For instance, the requirement for the withdrawing resolution applicant to provide a bank guarantee for the costs incurred in the IBC process till the date of application.

This will depend on the determination of whether the requirement is merely procedural or they impose restrictions or onerous conditions which are not contained in Section 12A, Sinha said. On the face of it, the other requirements, including provision of bank guarantee, are procedural in nature and in principle do not deprive any party from the statutory right of making an application under Section 12A, he added.

Arsiwala explained that the way the judicial process works is that every regulation will be presumed to be valid until someone successfully challenges it. That means there will always be some innocuous regulations that, though clearly beyond the regulation-making authority of the IBBI, parties will have to mandatorily follow.

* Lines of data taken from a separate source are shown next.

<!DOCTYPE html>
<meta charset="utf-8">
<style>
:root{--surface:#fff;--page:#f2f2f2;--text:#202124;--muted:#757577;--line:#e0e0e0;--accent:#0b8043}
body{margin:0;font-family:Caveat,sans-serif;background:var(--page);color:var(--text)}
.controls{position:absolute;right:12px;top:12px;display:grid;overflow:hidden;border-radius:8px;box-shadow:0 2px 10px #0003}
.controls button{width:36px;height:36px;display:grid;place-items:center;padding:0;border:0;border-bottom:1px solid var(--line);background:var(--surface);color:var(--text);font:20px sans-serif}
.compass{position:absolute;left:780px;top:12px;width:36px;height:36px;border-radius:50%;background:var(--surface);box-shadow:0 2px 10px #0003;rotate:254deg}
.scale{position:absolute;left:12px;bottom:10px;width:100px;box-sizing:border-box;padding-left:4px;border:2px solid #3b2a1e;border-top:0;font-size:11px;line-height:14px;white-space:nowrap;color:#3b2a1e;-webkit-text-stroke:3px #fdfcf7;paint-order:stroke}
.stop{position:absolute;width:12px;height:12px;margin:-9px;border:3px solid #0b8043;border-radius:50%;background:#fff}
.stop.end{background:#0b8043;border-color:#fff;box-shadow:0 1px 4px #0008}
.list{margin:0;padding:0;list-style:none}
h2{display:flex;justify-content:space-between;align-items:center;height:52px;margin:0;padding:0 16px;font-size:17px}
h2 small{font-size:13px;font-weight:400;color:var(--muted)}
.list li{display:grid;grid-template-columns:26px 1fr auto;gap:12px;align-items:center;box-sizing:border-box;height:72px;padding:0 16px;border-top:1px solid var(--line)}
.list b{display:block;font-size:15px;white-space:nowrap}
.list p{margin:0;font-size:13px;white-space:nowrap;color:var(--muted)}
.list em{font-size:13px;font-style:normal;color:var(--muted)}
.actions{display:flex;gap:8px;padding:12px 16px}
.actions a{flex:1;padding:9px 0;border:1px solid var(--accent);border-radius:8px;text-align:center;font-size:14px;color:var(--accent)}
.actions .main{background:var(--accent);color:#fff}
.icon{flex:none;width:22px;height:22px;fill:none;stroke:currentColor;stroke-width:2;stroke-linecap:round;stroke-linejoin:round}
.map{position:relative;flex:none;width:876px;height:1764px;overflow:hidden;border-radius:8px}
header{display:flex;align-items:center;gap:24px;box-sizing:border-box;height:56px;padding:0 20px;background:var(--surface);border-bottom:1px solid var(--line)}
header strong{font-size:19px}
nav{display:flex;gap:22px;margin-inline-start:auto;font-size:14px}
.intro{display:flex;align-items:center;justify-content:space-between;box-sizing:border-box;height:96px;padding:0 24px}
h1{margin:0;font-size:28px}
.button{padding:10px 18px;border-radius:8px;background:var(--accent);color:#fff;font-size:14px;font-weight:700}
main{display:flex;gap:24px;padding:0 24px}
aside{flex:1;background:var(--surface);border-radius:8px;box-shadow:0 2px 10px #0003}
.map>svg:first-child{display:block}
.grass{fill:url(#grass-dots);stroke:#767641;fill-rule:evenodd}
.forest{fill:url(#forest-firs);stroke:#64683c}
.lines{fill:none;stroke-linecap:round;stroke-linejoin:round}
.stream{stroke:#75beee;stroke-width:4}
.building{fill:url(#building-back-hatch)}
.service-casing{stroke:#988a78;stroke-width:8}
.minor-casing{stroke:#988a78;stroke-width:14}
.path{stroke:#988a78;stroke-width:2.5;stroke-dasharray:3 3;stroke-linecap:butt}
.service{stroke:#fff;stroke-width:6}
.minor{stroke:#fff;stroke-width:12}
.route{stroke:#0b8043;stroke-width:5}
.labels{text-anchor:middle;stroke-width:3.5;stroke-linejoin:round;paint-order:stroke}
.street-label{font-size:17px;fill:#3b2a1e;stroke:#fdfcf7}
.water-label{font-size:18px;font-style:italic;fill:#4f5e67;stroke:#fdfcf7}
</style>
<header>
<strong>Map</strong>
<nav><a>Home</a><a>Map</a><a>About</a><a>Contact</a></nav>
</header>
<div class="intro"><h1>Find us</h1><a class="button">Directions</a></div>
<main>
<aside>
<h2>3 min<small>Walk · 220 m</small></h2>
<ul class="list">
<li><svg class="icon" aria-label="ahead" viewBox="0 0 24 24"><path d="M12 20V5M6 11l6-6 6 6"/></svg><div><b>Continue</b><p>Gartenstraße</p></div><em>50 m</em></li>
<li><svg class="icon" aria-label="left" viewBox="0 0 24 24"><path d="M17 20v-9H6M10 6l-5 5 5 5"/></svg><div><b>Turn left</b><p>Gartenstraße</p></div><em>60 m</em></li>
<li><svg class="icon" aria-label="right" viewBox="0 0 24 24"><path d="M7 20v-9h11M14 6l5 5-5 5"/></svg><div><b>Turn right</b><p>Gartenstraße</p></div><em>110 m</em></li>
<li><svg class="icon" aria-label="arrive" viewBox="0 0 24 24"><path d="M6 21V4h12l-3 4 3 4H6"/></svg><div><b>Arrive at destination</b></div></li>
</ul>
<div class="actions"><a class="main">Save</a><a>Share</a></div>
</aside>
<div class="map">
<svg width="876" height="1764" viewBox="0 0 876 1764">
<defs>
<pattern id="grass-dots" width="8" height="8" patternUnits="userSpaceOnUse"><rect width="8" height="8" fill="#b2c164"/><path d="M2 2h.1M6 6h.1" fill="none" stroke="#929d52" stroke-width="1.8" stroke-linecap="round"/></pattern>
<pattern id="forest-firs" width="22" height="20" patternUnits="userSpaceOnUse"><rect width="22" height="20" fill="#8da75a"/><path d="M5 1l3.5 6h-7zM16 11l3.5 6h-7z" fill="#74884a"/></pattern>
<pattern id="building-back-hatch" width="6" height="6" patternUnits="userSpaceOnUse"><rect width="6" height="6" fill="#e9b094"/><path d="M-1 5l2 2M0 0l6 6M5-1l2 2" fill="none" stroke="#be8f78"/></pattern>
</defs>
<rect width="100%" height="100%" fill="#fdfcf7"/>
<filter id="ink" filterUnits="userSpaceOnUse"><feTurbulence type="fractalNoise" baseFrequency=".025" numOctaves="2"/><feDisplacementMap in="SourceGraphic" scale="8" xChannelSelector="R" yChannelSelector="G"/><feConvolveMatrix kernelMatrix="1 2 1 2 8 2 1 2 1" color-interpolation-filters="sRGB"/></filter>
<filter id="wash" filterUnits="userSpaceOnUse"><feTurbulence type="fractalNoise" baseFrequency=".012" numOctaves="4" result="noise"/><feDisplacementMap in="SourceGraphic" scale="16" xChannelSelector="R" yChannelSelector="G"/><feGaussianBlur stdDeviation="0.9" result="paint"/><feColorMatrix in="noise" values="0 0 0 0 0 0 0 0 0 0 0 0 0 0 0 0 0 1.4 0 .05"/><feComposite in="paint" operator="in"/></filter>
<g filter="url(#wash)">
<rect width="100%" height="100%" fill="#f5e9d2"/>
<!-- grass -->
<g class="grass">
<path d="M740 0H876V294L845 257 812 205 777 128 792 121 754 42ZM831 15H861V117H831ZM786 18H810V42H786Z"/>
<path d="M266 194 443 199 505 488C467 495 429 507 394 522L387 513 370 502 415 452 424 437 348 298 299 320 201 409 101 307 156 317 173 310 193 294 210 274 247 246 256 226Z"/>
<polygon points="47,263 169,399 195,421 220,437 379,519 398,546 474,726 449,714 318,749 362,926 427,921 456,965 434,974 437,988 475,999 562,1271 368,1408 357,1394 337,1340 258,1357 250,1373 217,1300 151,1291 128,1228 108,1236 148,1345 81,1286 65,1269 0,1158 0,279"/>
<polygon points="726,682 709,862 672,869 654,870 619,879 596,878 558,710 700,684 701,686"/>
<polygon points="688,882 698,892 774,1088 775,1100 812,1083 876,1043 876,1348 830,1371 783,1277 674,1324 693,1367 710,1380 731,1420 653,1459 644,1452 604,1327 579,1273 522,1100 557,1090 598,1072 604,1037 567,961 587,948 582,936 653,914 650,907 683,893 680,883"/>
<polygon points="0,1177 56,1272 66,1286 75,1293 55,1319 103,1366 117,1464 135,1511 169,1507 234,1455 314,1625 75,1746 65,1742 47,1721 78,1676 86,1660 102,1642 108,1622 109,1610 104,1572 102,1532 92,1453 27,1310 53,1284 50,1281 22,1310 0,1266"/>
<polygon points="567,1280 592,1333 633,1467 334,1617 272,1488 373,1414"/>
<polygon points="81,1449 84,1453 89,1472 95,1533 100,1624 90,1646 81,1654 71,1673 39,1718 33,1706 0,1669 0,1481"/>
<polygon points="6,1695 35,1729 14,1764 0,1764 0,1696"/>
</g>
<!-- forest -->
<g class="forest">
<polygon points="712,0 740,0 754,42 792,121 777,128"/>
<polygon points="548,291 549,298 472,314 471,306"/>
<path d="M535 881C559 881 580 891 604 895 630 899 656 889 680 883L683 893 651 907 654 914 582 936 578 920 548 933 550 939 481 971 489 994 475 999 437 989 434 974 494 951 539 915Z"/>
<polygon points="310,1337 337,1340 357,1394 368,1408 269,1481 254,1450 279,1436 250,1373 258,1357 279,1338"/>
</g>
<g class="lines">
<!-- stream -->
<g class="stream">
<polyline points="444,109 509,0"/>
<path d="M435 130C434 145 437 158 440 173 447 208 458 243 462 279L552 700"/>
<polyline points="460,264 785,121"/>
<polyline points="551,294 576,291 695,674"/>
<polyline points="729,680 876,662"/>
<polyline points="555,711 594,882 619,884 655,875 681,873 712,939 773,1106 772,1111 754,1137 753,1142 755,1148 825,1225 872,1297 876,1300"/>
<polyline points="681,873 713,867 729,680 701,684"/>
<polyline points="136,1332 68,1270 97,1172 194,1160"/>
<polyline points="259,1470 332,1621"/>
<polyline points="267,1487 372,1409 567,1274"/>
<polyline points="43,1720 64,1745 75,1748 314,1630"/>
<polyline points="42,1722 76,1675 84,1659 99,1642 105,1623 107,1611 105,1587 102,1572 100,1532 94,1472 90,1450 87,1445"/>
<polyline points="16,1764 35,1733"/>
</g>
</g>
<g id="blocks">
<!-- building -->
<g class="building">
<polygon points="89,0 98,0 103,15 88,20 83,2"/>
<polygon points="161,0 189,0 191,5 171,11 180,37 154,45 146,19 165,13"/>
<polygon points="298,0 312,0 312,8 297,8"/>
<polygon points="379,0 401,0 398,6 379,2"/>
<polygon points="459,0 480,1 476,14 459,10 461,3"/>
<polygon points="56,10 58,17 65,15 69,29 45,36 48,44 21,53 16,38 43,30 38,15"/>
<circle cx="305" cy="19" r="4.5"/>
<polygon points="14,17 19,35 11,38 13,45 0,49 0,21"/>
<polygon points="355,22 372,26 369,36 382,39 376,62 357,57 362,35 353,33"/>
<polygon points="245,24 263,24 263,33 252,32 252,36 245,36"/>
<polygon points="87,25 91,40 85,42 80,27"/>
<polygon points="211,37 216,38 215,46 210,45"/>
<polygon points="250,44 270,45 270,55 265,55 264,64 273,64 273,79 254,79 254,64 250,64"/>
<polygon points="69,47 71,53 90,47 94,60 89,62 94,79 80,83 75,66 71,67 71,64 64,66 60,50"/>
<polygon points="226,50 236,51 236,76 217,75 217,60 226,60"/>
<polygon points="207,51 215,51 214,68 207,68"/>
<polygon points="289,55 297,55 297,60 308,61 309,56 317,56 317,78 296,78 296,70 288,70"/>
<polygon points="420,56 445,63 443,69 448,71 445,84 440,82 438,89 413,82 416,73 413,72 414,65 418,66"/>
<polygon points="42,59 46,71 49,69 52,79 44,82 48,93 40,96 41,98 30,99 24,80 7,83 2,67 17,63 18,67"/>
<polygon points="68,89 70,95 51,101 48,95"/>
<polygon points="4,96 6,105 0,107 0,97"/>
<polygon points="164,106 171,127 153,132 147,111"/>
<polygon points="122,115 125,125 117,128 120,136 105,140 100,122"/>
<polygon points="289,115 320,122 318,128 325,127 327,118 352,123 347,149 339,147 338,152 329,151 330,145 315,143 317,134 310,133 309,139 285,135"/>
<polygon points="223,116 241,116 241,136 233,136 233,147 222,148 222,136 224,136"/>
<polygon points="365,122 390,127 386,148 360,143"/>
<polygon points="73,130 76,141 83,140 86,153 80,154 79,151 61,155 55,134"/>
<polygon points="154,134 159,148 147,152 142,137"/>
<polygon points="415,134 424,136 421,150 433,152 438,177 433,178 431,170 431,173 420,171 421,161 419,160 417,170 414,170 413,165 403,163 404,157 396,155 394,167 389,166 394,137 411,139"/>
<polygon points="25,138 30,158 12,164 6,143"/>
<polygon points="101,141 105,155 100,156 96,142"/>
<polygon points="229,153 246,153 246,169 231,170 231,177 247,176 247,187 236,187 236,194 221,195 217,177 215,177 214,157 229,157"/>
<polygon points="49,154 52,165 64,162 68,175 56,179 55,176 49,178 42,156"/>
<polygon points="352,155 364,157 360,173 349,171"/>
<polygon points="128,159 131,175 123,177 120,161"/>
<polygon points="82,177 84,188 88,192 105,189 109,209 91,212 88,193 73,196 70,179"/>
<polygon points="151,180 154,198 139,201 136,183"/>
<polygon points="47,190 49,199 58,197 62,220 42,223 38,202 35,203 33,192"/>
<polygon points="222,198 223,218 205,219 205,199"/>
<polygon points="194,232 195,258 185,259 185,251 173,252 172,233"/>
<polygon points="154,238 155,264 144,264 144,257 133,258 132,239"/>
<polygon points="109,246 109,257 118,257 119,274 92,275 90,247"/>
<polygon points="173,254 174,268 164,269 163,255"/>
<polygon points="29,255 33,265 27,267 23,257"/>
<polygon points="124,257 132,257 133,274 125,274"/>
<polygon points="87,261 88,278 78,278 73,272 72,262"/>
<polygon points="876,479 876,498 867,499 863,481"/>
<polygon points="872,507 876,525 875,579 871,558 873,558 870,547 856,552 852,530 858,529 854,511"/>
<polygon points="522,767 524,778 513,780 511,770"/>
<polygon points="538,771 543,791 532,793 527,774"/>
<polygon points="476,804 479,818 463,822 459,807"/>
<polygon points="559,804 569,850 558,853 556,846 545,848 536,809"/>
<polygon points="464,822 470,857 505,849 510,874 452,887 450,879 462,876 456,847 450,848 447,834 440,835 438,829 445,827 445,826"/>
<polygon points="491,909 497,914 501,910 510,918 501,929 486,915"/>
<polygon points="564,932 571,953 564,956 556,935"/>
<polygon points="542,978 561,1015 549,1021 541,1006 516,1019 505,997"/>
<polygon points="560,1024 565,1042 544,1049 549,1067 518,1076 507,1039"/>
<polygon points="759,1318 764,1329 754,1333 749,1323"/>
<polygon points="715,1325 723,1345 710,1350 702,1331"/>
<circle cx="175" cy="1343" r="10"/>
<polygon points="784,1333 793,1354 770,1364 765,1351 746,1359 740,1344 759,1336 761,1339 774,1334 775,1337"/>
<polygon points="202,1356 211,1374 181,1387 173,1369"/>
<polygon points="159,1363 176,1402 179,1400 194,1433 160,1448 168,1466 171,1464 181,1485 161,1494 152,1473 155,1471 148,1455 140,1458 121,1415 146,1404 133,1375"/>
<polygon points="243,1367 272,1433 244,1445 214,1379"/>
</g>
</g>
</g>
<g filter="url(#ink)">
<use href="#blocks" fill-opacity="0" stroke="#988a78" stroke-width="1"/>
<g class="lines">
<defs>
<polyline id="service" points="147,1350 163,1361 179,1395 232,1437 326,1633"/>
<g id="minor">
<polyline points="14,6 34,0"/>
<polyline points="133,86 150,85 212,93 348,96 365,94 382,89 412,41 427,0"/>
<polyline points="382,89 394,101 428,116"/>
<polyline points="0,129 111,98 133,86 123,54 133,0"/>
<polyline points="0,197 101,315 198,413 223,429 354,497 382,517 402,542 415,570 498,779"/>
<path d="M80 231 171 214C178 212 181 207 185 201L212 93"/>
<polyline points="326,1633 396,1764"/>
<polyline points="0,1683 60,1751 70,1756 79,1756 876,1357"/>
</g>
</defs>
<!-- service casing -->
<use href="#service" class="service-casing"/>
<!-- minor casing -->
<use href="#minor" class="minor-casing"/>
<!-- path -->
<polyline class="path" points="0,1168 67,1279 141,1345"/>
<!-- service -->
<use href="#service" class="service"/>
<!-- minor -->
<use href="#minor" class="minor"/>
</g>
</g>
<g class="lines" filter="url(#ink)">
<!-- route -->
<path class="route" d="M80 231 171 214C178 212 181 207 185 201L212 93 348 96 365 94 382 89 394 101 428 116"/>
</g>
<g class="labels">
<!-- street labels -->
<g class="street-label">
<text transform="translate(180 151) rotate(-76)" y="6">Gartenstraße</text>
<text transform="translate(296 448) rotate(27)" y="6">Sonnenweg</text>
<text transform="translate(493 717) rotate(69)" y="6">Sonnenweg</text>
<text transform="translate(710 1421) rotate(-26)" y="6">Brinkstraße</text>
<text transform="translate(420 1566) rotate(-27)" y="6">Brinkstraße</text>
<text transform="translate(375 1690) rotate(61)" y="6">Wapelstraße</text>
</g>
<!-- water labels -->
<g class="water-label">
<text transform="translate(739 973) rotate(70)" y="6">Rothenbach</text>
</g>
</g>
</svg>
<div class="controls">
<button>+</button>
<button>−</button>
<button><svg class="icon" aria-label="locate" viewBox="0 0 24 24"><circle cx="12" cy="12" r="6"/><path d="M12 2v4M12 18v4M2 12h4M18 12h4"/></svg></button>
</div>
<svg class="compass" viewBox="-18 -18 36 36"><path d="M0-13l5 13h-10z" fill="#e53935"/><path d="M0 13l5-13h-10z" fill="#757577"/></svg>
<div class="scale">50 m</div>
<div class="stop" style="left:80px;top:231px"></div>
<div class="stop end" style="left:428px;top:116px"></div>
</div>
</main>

There is always the possibility that several regulations being followed by the NCLTs and resolution professions in ongoing matters will be rejected later. This is just going to add to the already-palpable confusion in the insolvency resolution process.
Amir Arsiwala, Litigator, Bombay High Court

Regulation 30A is not the first time IBBI has exceeded its powers. In September last year, NCLT Delhi in Su Kam Power Systems’ insolvency matter had raised concerns regarding Regulation 36A as well and had pointed out that the IBBI’s rules have to be consistent with IBC.

It is beyond our understanding as to how the IBBI has taken upon itself the task of framing Regulation 36A of the CIRP Regulation (procedure requiring the invitation of expression of interests)
NCLT Order, Su Kam Power Systems

Just last week, the Supreme Court in Swiss Ribbons case, reiterated its stance and upheld the constitutional validity of section 12A. It dismissed the argument that the 90 percent approval threshold was arbitrary. But at the same time, it went one step ahead to say that if the committee of creditors arbitrarily rejects a just settlement or withdrawal claim, the NCLT, and thereafter, the NCLAT can always set aside such a decision under section 60 of IBC. Section 60 gives NCLTs power to entertain any question of law or facts arising from an insolvency process.